I primi 40 anni dell’Unesco
E’ tempo di bilanci anche per l’Unesco. Ma come si prospetta il futuro per questa istituzione?
di Alessia Signorelli
40 anni, due mesi e 5 giorni. Questo il tempo trascorso da quel 16 novembre 1972, quando venne approvata e sottoscritta, a Parigi, la Convenzione sulla Protezione del Patrimonio Mondiale, culturale e naturale dell’Umanità.
Rispondendo al richiamo essenziale che è proprio dell’essere umano, e cioè quello di conservare, proteggere e tramandare ai posteri le testimonianze della propria esistenza (siti archeologici, monumenti e via discorrendo) e, per la prima volta, riconoscendo anche il ruolo basilare giocato dalla natura nella definizione culturale degli individui, l’Unesco ha voluto gettare le basi per una “educazione al patrimonio” più vasta, articolata e complessa, “responsabilizzando” gli stessi Paesi membri (articoli 4 e 5 della Convenzione) sul loro ruolo di conservatori, “curatori” e divulgatori di questo patrimonio globale e inclusivo.
Perché la memoria, per l’uomo, conta.
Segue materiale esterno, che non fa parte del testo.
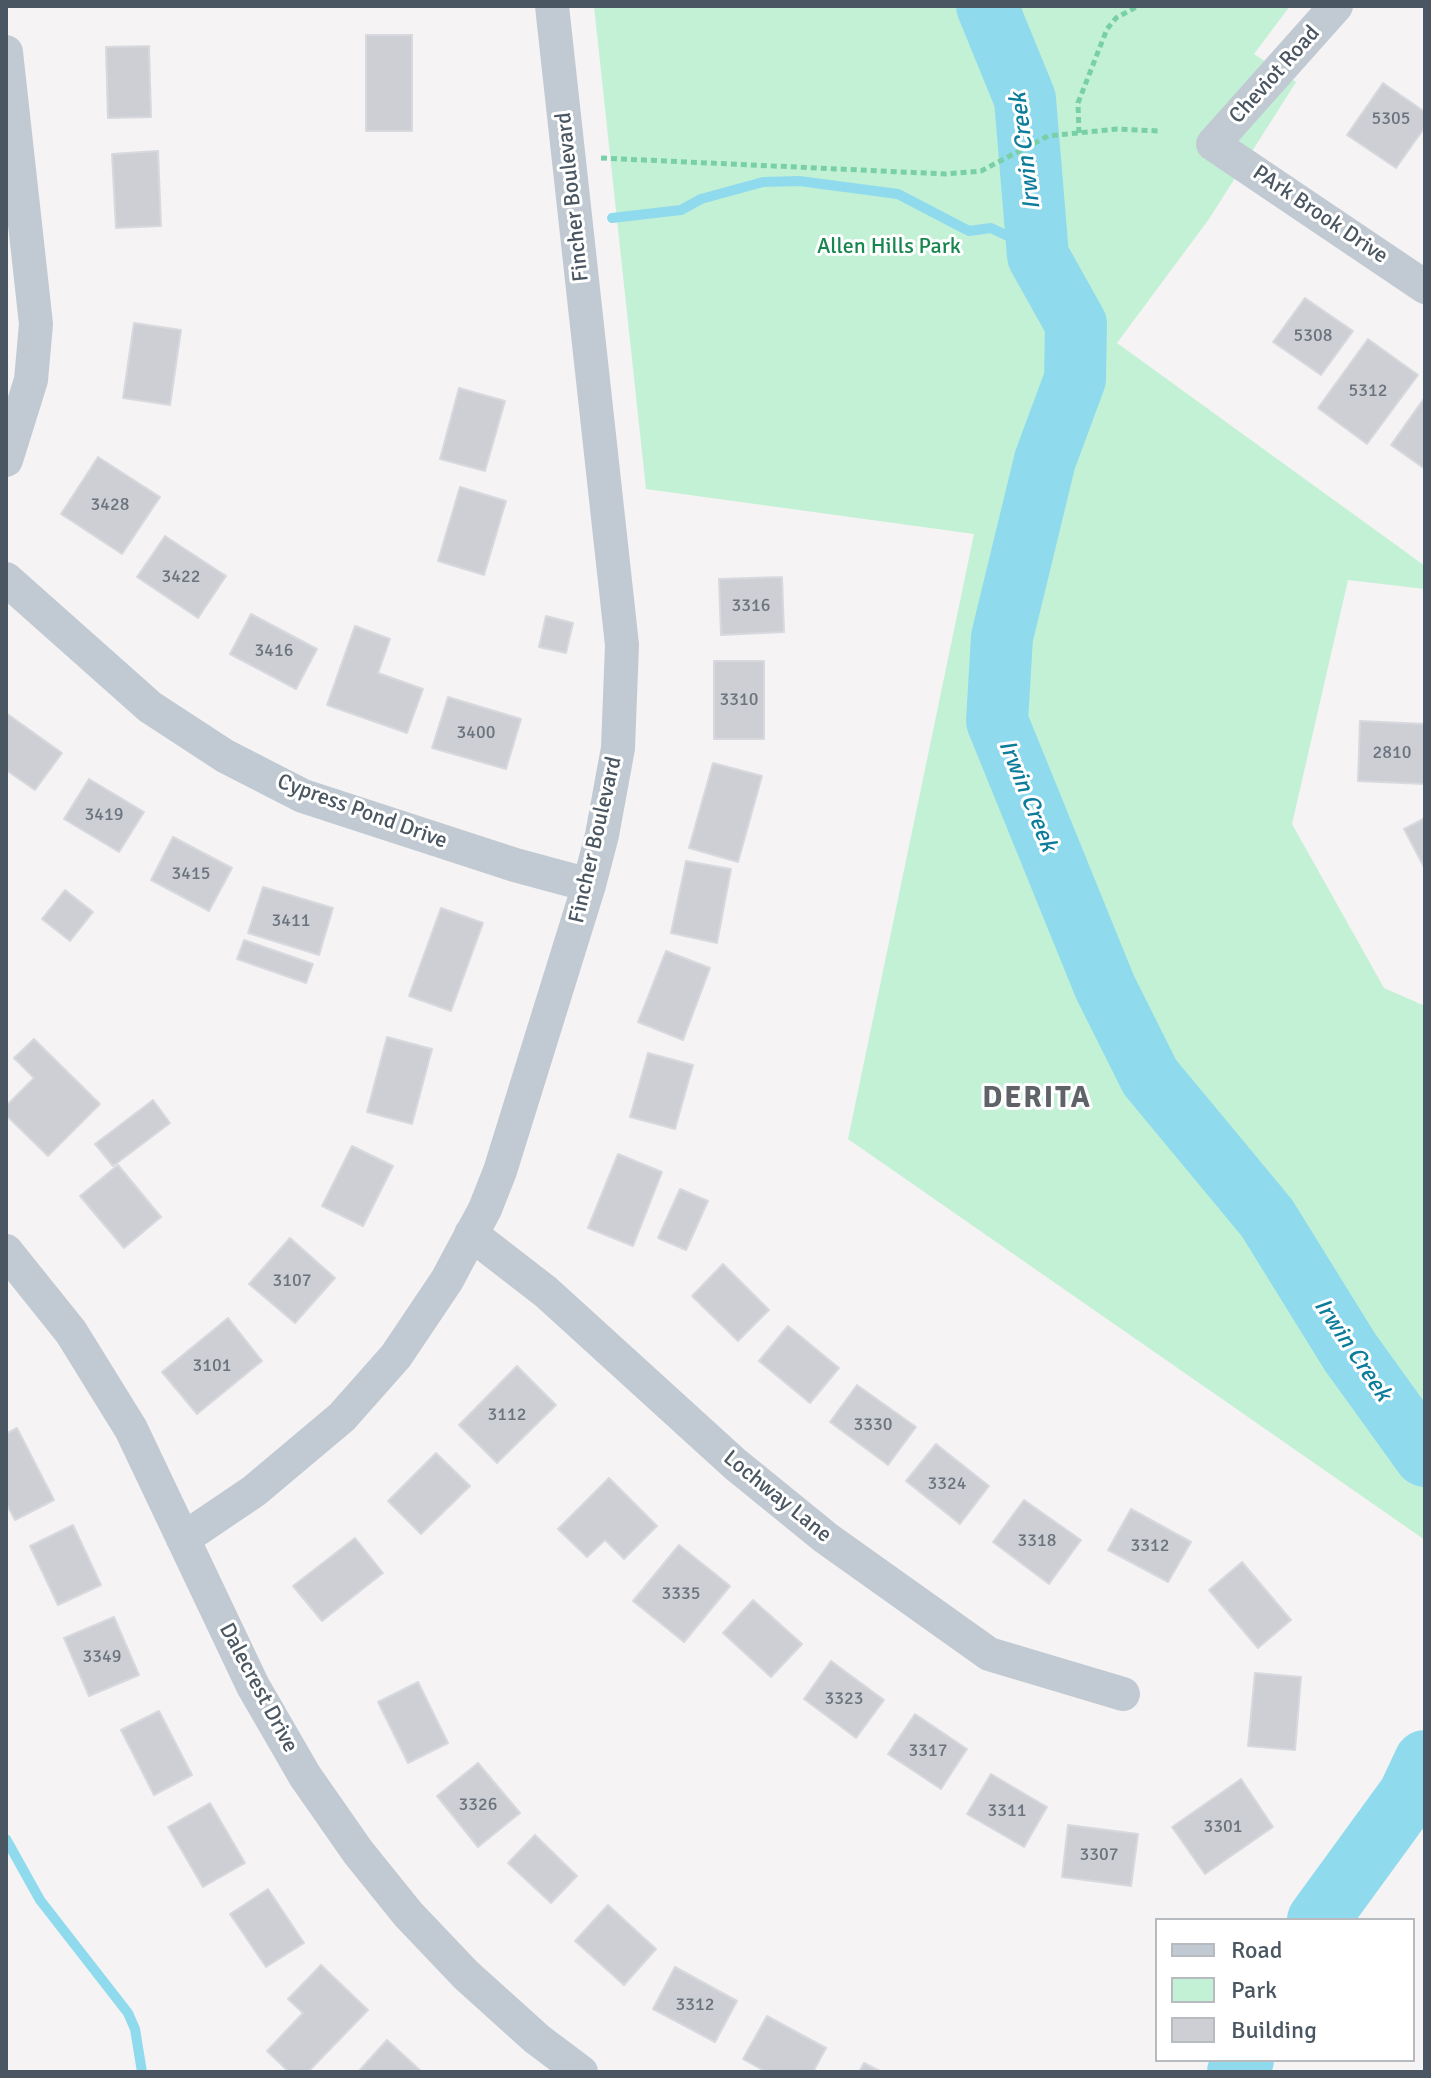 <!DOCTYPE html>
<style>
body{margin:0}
#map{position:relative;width:1431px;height:2078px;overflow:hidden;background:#f5f3f3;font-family:Signika,sans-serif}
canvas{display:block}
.frame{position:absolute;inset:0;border:8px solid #4a5661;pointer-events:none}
.legend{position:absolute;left:1155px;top:1918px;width:260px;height:144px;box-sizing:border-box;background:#fff;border:2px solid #b7bbc0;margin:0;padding:10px 14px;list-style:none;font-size:24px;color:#4a5661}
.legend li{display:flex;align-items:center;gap:16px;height:40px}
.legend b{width:40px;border:2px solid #b7bbc0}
</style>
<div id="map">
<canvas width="1431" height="2078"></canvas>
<div class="frame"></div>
<ul class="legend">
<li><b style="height:10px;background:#c1cad2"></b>Road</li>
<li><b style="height:22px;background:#c3f1d5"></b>Park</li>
<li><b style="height:22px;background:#cdcfd5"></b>Building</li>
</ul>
</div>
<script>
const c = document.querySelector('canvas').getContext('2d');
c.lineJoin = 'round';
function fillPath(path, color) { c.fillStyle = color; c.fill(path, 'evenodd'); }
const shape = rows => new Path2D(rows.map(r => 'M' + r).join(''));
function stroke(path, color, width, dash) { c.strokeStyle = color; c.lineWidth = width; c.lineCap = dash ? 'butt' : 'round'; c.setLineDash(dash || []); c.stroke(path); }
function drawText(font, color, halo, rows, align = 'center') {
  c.font = font + ' Signika,sans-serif'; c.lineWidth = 6; c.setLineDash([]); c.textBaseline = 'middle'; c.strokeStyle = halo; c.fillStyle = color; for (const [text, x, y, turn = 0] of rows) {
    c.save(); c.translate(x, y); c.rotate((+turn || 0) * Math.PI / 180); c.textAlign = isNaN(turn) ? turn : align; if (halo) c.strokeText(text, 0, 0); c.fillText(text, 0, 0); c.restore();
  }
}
fillPath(shape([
 [594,6,1290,6,1254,54,1296,82,1209,219,1117,343,1425,566,1425,589,1348,580,1292,824,1384,988,1425,1006,1425,1540,848,1139,974,534,646,489]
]), '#c3f1d5');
stroke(shape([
 [612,218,681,210,701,199,763,182,799,181,898,194,969,231,991,228,1010,237,1021,250,1038,256],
 [6,1839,40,1900,128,2013,135,2029,142,2072]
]), '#90daee', 10);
stroke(shape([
 [987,6,1025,99,1038,256,1076,324,1075,379,1045,460,1002,637,997,721,1105,987,1150,1077,1267,1218,1350,1352,1425,1456],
 [1318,1920,1409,1795,1425,1761],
 [1238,2072,1243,2060]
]), '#90daee', 62);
const building = shape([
 [366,35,412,35,412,131,366,131,366,35],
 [149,46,151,117,108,118,106,47,149,46],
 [1383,83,1425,112,1425,127,1396,168,1347,135,1383,83],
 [158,151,161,226,116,228,112,154,158,151],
 [1305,298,1353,331,1321,375,1273,342,1305,298],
 [134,323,181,330,170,405,123,398,134,323],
 [1368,339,1418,375,1367,444,1318,408,1368,339],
 [459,388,505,401,485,471,440,459,459,388],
 [1425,397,1425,469,1391,445,1425,397],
 [98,457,160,497,122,554,61,514,98,457],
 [460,487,506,501,484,575,438,561,460,487],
 [165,536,226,576,198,618,137,577,165,536],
 [782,577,784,632,721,635,719,579,782,577],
 [251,614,317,649,296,689,230,654,251,614],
 [546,616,573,623,566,653,539,647,546,616],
 [355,626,390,639,378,673,423,689,407,733,327,705,355,626],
 [714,661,764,661,764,739,714,739,714,661],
 [448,697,521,719,506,769,432,748,448,697],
 [6,713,62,753,35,790,6,770,6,713],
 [1360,721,1425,724,1425,784,1358,781,1360,721],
 [713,763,762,776,738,862,689,848,713,763],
 [89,779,144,812,119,852,64,819,89,779],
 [1425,818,1425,869,1404,829,1425,818],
 [173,837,232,868,209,911,151,880,173,837],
 [686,861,731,869,717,943,671,933,686,861],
 [263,887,333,908,319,955,248,933,263,887],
 [65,890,93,912,70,941,42,919,65,890],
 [441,908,483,923,451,1011,409,996,441,908],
 [244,940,313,964,306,983,237,959,244,940],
 [666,951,710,968,683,1040,638,1022,666,951],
 [387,1037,432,1049,412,1124,367,1112,387,1037],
 [34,1039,100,1104,48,1156,6,1115,6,1106,34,1078,14,1058,34,1039],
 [648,1053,693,1065,675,1129,630,1117,648,1053],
 [153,1100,170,1123,113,1166,95,1144,153,1100],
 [352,1146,393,1166,363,1226,322,1206,352,1146],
 [618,1154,662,1172,633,1246,588,1228,618,1154],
 [118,1165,161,1217,124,1248,80,1196,118,1165],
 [680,1189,708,1201,686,1250,658,1238,680,1189],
 [290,1238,335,1278,295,1323,249,1284,290,1238],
 [723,1264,769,1310,738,1341,692,1296,723,1264],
 [228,1318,262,1361,197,1414,162,1372,228,1318],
 [788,1326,839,1368,810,1403,759,1361,788,1326],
 [517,1366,556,1405,497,1463,459,1425,517,1366],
 [857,1385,916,1427,888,1465,830,1422,857,1385],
 [17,1428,54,1500,15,1520,6,1503,6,1434,17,1428],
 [936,1444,989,1486,960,1524,906,1481,936,1444],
 [436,1453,470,1486,421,1534,388,1501,436,1453],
 [609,1478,657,1526,624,1559,605,1540,587,1557,558,1529,609,1478],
 [1024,1500,1081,1540,1049,1584,993,1542,1024,1500],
 [1131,1509,1191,1542,1168,1582,1108,1550,1131,1509],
 [73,1525,101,1585,58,1605,30,1546,73,1525],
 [355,1538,383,1573,322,1621,293,1586,355,1538],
 [679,1545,730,1586,684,1642,633,1601,679,1545],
 [1242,1562,1291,1620,1258,1648,1209,1590,1242,1562],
 [753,1600,802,1644,771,1677,723,1633,753,1600],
 [114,1617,139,1675,89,1696,64,1638,114,1617],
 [831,1661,884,1700,856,1738,804,1699,831,1661],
 [1255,1673,1301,1677,1295,1750,1248,1746,1255,1673],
 [418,1682,448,1743,408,1763,378,1702,418,1682],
 [159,1711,192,1775,154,1795,121,1730,159,1711],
 [915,1714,967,1749,941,1789,888,1754,915,1714],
 [478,1763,520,1813,478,1847,437,1796,478,1763],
 [991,1774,1047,1807,1024,1847,967,1814,991,1774],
 [1241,1779,1273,1827,1205,1874,1172,1827,1241,1779],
 [210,1803,245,1863,203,1887,168,1827,210,1803],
 [1068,1825,1138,1834,1131,1886,1062,1877,1068,1825],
 [535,1835,577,1876,551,1903,508,1863,535,1835],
 [268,1889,304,1943,266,1967,230,1914,268,1889],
 [608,1905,656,1949,624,1985,575,1941,608,1905],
 [321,1965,368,2010,308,2072,289,2072,267,2051,303,2013,288,1999,321,1965],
 [675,1967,737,2001,715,2042,653,2009,675,1967],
 [767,2016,826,2048,813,2072,766,2072,743,2059,767,2016],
 [387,2040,422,2072,358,2072,387,2040],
 [864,2063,882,2072,859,2072,864,2063]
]);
fillPath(building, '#cdcfd5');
stroke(building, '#d7d9de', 2);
stroke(shape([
 [1079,133,1078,103,1107,29,1116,18,1138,6],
 [601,158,946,174,981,171,1048,136,1117,129,1160,131]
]), '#7ad0a6', 5, [6, 4]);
stroke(shape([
 [1336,6,1213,144,1425,287],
 [6,52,36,324,31,380,6,460],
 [6,579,150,707,225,756,303,796,515,865,589,885],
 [471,1234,546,1292,735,1464,826,1538,989,1654,1123,1694],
 [6,1251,71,1332,131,1429,253,1686,305,1776,358,1852,408,1914,466,1975,537,2039,581,2072],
 [183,1539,254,1491,342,1417,396,1356,447,1280,485,1209,500,1171,589,885,602,835,618,748,622,645,552,6]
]), '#c1cad2', 34);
drawText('18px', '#6b747e', null, [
 ["5305",1391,119],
 ["5308",1313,336],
 ["5312",1368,391],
 ["3428",110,505],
 ["3422",181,577],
 ["3316",751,606],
 ["3416",274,651],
 ["3310",739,700],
 ["3400",476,733],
 ["2810",1392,753],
 ["3419",104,815],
 ["3415",191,874],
 ["3411",291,921],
 ["3107",292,1281],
 ["3101",212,1366],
 ["3112",507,1415],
 ["3330",873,1425],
 ["3324",947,1484],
 ["3318",1037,1541],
 ["3312",1150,1546],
 ["3335",681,1594],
 ["3349",102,1657],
 ["3323",844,1699],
 ["3317",928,1751],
 ["3326",478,1805],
 ["3311",1007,1811],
 ["3301",1223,1827],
 ["3307",1099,1855],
 ["3312",695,2005]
]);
drawText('22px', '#4a5661', '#fff', [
 ["Cheviot Road",1275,75,-48],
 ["Fincher Boulevard",573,197,-96],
 ["PArk Brook Drive",1320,215,34],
 ["Cypress Pond Drive",362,812,20],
 ["Fincher Boulevard",596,840,-77],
 ["Lochway Lane",777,1497,39],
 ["Dalecrest Drive",258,1688,62]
]);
drawText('22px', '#17864f', '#fff', [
 ["Allen Hills Park",889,247]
]);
drawText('italic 24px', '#0c7c9b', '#fff', [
 ["Irwin Creek",1026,151,-97],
 ["Irwin Creek",1027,796,68],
 ["Irwin Creek",1352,1350,56]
]);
c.letterSpacing = '2px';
drawText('bold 30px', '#5f6368', '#fff', [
 ["DERITA",1037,1099]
]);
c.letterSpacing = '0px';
</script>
Perché non c’è niente di più inquietante, per un essere umano, dell’idea di non poter “lasciare un segno” del proprio passaggio su questa terra, sia in grande che nel famoso proprio piccolo.
Accantonando le speculazioni pseudo-filosofiche, veniamo a qualche numero.
Dopo quarant’anni, i siti dichiarati patrimonio dall’Unesco sfiorano il migliaio: 745 quelli culturali, 189 quelli naturali e 29 quelli considerati “misti”(nota patriottica: i siti italiani inclusi sono 47); affiancano l’Unesco, nella sua opera, due organizzazioni non governative in particolare: l’ICOMOS (International Council on Monuments and Sites) per la parte più “culturale”; mentre, quella relativa ai siti naturali è affiadata all’ IUCN(International Union for Conservation of Nature).
I problemi, però, non mancano e sono molteplici: si va dalla distruzione di siti di importanza culturale storica a causa di conflitti e guerre(l’antico suk millenario di Aleppo, in Siria, andato praticamente perduto, e, ancora più indietro nel tempo, tornano in mente i Buddha di Bamiyan, nell’Afghanistan centrale, distrutti da un attentato nel 2001, per nominarne un paio),alle polemiche relative al modus operandi dell’Unesco per quanto riguarda la scelta dei siti da conservare, che gli sono valse le accuse di continuare a portare avanti un ragionamento conservativo di stampo prettamente occidentale – centrico, per arrivare alla mancanza di fondi, dovuta alla presa di posizione degli Stati Uniti, che, con l’ingresso della Palestina tra gli stati membri nel 2011, ha comportato la sospensione del contributo annuo versato di 80 milioni di dollari, corrispondenti ad un quarto dei finanziamenti totali.
C’è chi accusa l’Unesco di non sapere “che pesci pigliare”, di operare secondo il volere di, più o meno nascosti, burattinai politici, di interessarsi troppo dei casi altrui e, tutto sommato, irrilevanti.
In realtà, il problema reale è un altro: l’Unesco non ha alcun reale potere “sanzionatorio”, se non quello (spesso minacciato) di togliere un sito dalla lista – con una conseguente, presunta, ripercussione sull’attrattiva turistica.
Leggendo le varie polemiche più o meno roventi, alcune delle quali mostrano ruggini non vecchie, ma vecchissime, risalenti addirittura ai tempi dell’ammiraglio Nelson, si capisce che, molto probabilmente, si vuole qualcosa di più da un ente che, con tutta la buona volontà, sembra essere partito con le migliori intenzioni, aver fatto del proprio meglio per ottemperare ai propri doveri e al giuramento posto con la Convenzione, ma che, negli ultimi anni, abbia incontrato più problemi del previsto.
D’altra parte, però, visti i cambiamenti continui e repentini ai quali stiamo assistendo, allo scoppiare di conflitti in zone dalla preziosa eredità naturale e storica, dall’avanzare di una crisi vorace, che sacrifica, tra le altre, cultura ed ambiente, è lecito chiedersi se non sia tempo, per l’Unesco, di mettersi in discussione; non si tratta di essere ciechi a quarant’anni di, comunque, “successi”, ma non si può essere parimenti ciechi alla necessità di un “ripensamento” e ridimensionamento dell’Unesco, del suo ruolo e delle sue facoltà.